Rômulo RN Alves, Lívia ET Mendonça, Maine VA Confessor, Washington LS Vieira, Luiz CS Lopez

Abstract

Hunting for wild animals is stimulated by the many different human uses of faunal resources, and these animals constitute important subsistence items in local communities in the Caatinga region. In order to gain access to these resources, hunters have developed a series of techniques and strategies that are described in the present work. The principal hunting techniques encountered were: waiting, especially directed towards hunting diurnal birds; calling ("arremedo"), a technique in which the hunters imitate the animal's call to attract it to close range; hunting with dogs, a technique mostly used for capturing mammals; tracking, a technique used by only a few hunters who can recognize and follow animal tracks; and "facheado", in which the hunters go out at night with lanterns to catch birds in their nests.

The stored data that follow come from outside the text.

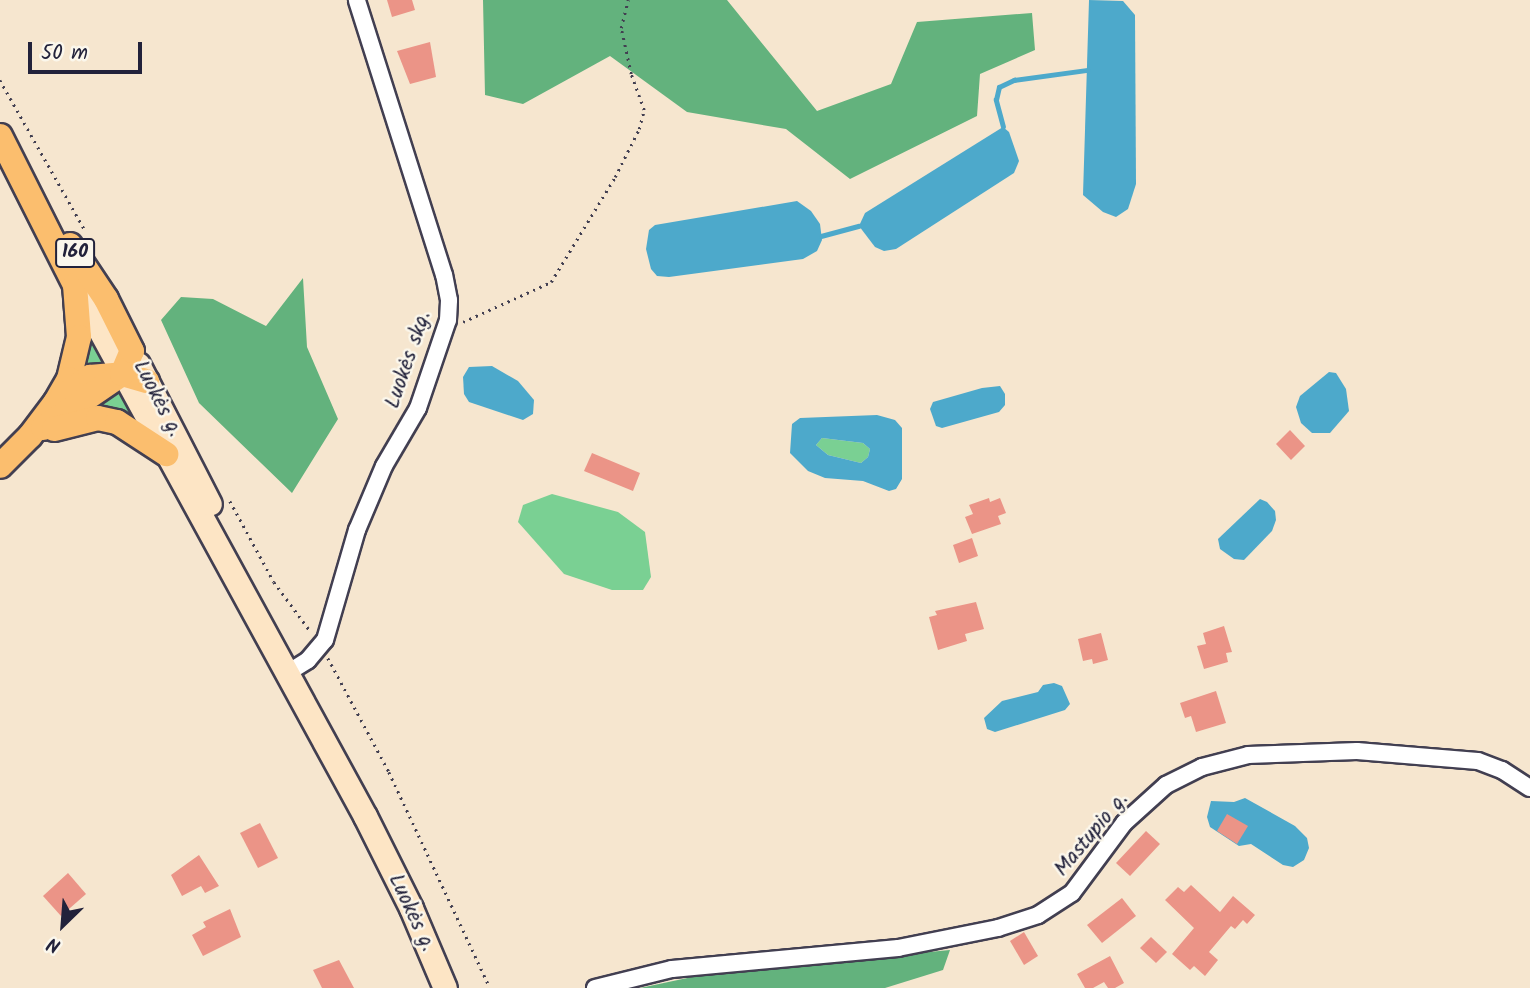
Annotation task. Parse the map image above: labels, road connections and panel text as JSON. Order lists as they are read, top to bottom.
{
  "streets": {
    "main road": ["160", "Luokės g."],
    "street": ["Luokės skg.", "Mastupio g."]
  },
  "crossings": [
    ["160", "Luokės g."],
    ["Luokės skg.", "Luokės g."]
  ],
  "scale_bar": "50 m",
  "north": "bottom left"
}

Additionally, many animal species are captured using mechanical traps. The types of traps used by the interviewees were: dead-fall traps ("quixó"), iron-jaw snap traps ("arataca"), wooden cages with bait ("arapuca"), iron-cage traps ("gaiola'), "visgo", multi-compartment bird cages ("alçapão"), buried ground traps with pivoted tops ("fojo"), and nooses and cages for carnivorous. The choice of which technique to use depends on the habits of the species being hunted, indicating that the hunters possess a wide knowledge of the biology of these animals. From a conservation perspective, active hunting techniques (waiting, imitation, hunting with dogs, and "facheado") have the greatest impact on the local fauna. The use of firearm and dogs brought greater efficiency to hunting activities. Additional studies concerning these hunting activities will be useful to contribute to proposals for management plans regulating hunting in the region - with the objective of attaining sustainable use of faunal resources of great importance to the local human communities.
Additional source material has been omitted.